MATERIAL PROVIDED Block Start
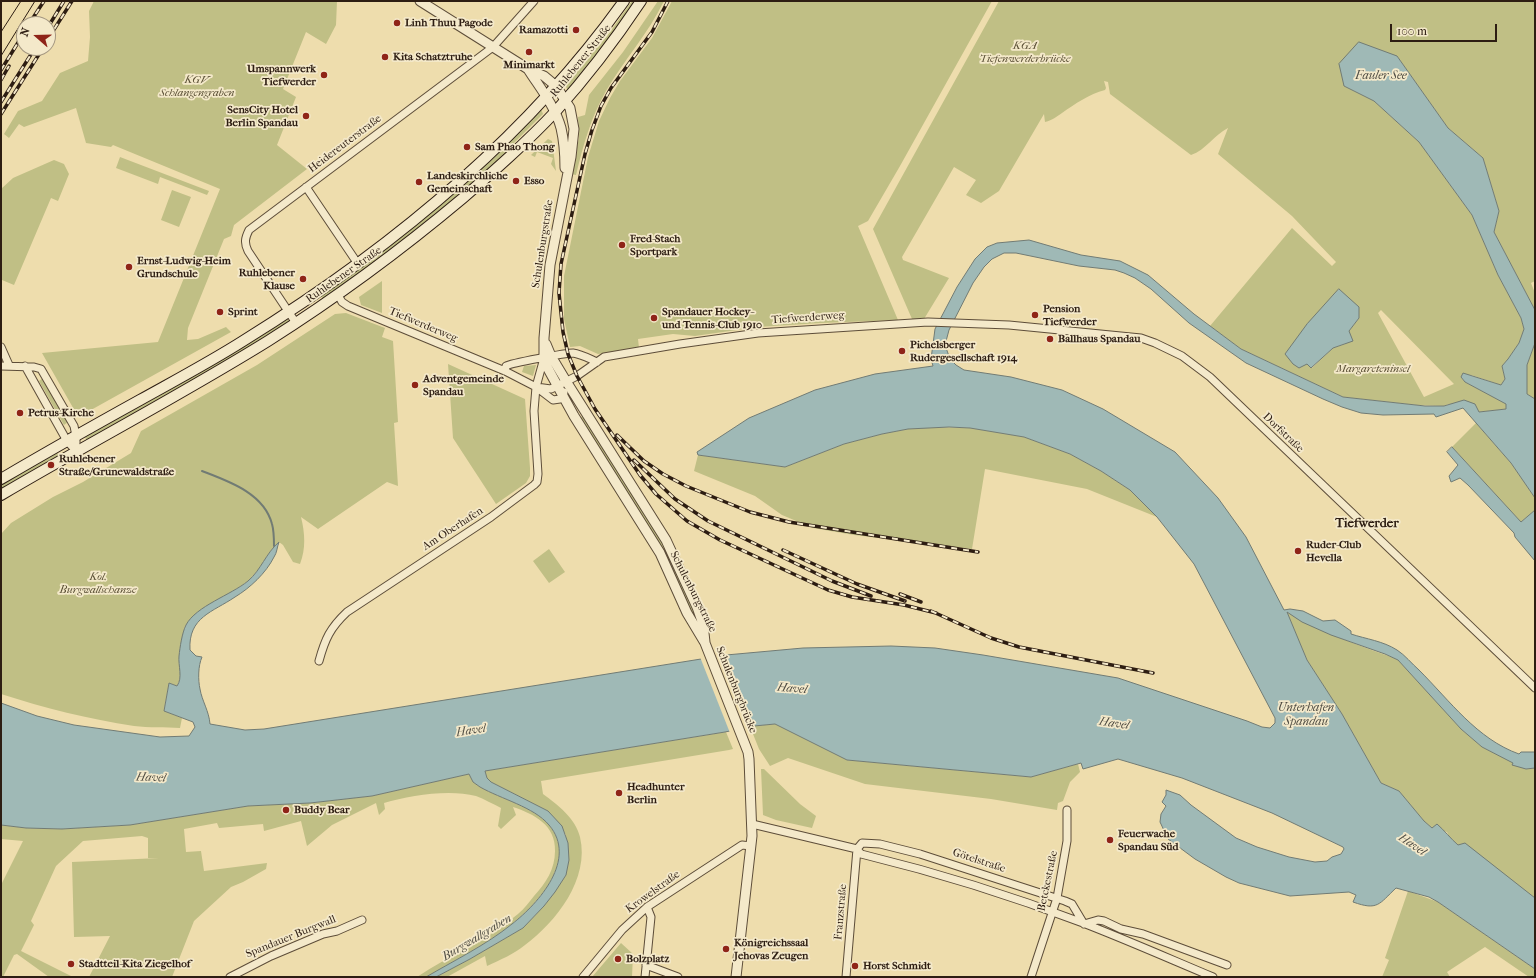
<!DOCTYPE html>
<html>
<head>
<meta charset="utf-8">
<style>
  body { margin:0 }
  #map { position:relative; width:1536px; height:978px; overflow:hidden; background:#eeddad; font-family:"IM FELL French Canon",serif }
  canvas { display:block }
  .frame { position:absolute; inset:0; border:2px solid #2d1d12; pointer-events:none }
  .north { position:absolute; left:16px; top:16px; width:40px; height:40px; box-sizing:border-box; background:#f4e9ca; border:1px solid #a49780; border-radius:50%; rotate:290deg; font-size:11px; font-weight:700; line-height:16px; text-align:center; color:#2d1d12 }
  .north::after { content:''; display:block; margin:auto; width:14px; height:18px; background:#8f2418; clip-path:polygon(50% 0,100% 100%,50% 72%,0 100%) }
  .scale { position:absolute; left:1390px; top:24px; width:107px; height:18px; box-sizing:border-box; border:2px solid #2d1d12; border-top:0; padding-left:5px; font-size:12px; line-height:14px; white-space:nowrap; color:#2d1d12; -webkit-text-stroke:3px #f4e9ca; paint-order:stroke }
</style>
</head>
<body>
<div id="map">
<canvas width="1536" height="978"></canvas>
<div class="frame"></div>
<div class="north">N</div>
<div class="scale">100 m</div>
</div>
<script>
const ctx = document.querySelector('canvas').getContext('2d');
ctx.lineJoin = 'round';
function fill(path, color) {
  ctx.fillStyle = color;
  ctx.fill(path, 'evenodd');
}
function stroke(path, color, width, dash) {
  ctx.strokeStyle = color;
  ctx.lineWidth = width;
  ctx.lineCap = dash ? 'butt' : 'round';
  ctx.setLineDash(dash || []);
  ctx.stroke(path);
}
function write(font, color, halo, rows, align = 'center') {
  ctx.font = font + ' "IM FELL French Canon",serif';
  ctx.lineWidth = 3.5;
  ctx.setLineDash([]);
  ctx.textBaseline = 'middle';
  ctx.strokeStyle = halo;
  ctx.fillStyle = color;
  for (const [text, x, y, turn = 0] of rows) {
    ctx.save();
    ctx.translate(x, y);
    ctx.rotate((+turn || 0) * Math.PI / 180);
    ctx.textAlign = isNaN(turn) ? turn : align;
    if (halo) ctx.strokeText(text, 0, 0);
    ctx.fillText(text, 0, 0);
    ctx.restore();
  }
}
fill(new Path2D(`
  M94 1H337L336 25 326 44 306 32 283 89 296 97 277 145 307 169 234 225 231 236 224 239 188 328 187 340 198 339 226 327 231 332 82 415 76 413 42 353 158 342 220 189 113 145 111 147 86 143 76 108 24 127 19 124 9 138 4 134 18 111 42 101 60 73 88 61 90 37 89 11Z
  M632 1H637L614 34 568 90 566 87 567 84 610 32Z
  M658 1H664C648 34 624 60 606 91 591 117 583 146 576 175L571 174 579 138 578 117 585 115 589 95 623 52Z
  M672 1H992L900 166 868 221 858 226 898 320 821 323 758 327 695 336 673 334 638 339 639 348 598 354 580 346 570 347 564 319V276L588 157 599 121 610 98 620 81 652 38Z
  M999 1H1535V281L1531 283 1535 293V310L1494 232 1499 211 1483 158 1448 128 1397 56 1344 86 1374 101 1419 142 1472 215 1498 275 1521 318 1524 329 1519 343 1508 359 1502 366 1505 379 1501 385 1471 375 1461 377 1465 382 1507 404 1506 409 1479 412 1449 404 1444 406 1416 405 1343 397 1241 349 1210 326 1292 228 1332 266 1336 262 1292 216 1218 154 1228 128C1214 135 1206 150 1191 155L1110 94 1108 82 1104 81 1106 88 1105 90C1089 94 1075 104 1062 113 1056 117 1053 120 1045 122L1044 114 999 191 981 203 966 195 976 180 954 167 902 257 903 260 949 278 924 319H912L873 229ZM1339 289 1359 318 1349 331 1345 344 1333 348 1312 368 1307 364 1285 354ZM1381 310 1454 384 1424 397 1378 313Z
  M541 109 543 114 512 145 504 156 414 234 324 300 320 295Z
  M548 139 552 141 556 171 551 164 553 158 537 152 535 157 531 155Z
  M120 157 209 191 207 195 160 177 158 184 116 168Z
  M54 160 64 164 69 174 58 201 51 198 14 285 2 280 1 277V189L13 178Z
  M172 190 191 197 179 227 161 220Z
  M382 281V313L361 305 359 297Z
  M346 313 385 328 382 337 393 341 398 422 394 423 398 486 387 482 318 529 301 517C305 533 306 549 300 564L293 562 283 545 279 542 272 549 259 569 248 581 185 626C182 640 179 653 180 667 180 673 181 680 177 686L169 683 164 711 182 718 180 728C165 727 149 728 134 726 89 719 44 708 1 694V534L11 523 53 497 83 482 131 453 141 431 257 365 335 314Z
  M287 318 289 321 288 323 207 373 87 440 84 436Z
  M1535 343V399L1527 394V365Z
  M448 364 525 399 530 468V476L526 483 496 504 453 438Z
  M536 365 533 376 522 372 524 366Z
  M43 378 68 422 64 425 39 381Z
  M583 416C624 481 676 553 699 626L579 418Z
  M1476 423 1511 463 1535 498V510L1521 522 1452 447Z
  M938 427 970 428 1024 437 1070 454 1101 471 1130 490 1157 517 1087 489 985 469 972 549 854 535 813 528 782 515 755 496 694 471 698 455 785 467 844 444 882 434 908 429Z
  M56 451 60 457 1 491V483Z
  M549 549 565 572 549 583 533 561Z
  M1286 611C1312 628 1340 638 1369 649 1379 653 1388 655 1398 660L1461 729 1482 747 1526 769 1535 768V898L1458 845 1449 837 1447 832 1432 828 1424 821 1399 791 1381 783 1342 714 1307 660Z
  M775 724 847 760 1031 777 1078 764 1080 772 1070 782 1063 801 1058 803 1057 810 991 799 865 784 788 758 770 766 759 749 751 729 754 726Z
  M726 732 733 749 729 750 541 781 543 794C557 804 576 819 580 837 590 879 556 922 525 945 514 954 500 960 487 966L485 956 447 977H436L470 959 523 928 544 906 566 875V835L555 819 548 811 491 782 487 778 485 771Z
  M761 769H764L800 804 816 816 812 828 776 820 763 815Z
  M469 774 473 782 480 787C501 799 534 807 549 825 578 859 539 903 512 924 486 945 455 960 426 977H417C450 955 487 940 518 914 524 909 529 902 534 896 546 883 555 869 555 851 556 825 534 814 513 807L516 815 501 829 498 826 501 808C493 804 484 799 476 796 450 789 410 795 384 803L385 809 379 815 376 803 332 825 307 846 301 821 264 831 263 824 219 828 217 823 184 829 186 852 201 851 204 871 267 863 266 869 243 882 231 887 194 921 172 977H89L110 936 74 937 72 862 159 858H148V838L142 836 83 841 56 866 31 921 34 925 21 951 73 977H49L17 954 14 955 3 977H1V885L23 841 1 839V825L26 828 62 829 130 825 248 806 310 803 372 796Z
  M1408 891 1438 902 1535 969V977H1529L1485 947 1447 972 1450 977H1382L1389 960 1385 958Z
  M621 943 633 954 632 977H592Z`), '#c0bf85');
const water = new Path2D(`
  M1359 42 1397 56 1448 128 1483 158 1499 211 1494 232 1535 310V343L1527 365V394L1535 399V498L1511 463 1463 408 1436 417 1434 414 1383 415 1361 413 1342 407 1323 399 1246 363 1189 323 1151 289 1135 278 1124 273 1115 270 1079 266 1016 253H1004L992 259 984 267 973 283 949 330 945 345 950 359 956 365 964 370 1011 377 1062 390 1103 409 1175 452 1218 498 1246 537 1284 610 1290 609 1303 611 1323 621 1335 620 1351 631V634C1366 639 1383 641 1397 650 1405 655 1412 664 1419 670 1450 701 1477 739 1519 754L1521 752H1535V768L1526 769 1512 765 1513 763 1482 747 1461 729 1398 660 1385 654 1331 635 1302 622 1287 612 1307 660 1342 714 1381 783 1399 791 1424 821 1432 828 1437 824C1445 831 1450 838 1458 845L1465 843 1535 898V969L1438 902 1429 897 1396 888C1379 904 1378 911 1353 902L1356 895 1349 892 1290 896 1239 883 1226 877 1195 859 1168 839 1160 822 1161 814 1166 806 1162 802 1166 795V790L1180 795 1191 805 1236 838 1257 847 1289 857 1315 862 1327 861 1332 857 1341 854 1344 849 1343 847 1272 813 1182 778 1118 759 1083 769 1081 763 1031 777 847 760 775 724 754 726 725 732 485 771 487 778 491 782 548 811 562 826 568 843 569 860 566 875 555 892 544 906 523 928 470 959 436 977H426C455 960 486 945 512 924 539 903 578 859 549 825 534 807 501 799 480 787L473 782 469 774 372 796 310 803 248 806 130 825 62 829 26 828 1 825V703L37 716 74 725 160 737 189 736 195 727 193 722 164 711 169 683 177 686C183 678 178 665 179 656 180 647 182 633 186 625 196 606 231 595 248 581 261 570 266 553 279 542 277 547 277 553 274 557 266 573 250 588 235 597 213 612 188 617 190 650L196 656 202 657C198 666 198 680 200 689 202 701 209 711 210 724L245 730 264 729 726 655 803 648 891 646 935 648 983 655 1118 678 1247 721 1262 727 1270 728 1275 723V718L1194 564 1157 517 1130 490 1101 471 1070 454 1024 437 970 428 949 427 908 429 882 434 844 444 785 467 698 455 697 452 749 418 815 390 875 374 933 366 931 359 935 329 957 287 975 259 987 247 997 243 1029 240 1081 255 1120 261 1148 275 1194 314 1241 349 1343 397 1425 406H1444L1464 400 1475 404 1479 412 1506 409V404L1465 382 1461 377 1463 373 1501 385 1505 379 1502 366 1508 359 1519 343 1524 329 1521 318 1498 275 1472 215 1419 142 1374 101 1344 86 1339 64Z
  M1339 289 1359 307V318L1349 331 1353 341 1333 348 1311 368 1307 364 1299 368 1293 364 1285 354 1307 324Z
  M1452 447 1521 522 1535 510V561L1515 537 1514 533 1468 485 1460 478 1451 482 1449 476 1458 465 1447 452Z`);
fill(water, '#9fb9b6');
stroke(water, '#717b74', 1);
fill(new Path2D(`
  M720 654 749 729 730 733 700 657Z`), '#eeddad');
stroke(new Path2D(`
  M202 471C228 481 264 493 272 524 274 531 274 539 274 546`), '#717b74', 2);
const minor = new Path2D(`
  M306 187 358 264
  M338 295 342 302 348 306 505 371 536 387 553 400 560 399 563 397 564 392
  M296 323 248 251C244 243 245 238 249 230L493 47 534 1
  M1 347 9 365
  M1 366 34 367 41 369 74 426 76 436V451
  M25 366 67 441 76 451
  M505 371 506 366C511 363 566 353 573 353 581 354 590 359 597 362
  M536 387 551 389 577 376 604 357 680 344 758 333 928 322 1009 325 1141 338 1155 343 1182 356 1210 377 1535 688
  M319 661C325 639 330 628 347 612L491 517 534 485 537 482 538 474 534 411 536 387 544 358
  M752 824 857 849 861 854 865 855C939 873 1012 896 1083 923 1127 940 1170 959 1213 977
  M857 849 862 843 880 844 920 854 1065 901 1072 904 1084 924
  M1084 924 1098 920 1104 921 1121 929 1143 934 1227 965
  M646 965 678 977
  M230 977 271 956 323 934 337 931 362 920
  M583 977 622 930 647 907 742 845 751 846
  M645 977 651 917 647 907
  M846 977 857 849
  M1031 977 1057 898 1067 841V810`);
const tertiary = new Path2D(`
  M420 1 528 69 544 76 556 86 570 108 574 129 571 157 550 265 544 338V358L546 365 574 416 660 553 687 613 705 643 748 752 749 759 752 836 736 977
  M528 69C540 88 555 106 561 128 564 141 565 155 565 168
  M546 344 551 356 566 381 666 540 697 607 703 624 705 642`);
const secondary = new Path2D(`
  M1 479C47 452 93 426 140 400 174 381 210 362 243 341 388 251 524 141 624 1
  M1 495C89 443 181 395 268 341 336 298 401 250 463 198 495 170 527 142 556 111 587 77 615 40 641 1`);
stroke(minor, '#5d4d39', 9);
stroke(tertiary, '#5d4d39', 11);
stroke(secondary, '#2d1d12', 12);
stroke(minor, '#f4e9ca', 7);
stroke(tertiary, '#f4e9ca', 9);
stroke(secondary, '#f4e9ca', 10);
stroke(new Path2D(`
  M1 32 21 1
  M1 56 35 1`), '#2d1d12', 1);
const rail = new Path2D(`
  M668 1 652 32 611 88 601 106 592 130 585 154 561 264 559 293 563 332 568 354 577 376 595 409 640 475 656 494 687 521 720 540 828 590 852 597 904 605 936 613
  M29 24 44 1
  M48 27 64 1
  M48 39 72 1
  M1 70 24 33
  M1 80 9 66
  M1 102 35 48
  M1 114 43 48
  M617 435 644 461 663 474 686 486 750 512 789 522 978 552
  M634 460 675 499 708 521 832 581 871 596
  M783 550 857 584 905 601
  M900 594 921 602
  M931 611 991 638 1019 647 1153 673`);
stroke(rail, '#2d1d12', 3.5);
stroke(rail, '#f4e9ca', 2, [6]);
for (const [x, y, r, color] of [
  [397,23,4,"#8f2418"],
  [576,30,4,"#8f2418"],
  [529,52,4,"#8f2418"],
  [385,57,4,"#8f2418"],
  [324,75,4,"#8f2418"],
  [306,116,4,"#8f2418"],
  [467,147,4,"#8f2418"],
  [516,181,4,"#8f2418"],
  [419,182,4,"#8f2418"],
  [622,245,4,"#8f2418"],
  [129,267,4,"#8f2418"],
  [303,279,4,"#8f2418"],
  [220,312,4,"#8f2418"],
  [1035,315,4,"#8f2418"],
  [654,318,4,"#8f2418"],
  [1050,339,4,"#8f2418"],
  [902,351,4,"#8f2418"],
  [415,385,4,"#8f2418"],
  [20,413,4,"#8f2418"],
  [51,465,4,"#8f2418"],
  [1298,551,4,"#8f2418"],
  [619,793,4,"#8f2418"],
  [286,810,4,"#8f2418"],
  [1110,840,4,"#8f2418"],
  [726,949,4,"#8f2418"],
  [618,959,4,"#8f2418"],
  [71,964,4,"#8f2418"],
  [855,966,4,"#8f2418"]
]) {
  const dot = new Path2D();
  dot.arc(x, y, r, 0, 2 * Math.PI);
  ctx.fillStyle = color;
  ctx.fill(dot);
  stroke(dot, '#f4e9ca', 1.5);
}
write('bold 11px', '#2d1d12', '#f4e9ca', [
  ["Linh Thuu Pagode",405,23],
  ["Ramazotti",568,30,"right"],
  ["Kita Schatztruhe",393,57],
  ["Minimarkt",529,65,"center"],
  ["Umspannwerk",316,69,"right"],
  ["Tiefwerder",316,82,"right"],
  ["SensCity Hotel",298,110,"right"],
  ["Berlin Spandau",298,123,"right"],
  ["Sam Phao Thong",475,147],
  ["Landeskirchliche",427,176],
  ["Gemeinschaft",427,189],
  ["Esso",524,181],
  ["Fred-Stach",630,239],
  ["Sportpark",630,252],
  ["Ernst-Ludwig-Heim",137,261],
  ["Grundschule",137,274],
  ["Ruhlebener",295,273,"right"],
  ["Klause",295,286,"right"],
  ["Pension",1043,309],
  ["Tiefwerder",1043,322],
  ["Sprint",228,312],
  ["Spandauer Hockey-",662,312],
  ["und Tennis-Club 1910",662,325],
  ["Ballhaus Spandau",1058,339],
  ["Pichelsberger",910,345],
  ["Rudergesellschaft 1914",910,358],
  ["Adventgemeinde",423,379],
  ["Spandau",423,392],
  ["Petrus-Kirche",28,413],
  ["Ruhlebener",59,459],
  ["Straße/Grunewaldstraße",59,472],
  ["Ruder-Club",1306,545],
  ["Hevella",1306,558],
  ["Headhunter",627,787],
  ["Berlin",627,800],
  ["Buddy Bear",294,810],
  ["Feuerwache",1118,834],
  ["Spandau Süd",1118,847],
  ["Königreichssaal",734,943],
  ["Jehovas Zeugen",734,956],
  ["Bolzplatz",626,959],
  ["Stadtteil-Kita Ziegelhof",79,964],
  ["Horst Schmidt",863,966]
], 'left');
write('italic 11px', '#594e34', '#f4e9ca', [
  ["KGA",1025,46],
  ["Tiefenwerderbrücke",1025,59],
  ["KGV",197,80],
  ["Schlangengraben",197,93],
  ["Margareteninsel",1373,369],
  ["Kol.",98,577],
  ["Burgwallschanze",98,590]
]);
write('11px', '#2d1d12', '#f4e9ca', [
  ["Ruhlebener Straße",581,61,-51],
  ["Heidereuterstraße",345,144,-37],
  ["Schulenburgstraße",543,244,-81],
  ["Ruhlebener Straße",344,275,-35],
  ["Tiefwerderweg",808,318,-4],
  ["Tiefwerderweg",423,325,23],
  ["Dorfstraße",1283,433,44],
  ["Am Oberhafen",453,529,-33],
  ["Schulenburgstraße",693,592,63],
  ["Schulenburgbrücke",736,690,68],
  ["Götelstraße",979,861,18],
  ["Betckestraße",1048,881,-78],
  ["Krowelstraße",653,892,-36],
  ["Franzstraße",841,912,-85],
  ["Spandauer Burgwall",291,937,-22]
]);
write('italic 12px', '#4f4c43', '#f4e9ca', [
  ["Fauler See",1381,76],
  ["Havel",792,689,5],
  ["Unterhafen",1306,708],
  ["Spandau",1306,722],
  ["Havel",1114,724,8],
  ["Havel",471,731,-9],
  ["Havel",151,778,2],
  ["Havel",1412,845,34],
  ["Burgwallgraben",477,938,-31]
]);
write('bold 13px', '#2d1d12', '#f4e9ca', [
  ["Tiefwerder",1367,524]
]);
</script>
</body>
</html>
MATERIAL PROVIDED Block End
• _THE PROBLEM_
Return each line from the material that includes the string "Math".

• _RESPONSE AREA_
    ctx.rotate((+turn || 0) * Math.PI / 180);
  dot.arc(x, y, r, 0, 2 * Math.PI);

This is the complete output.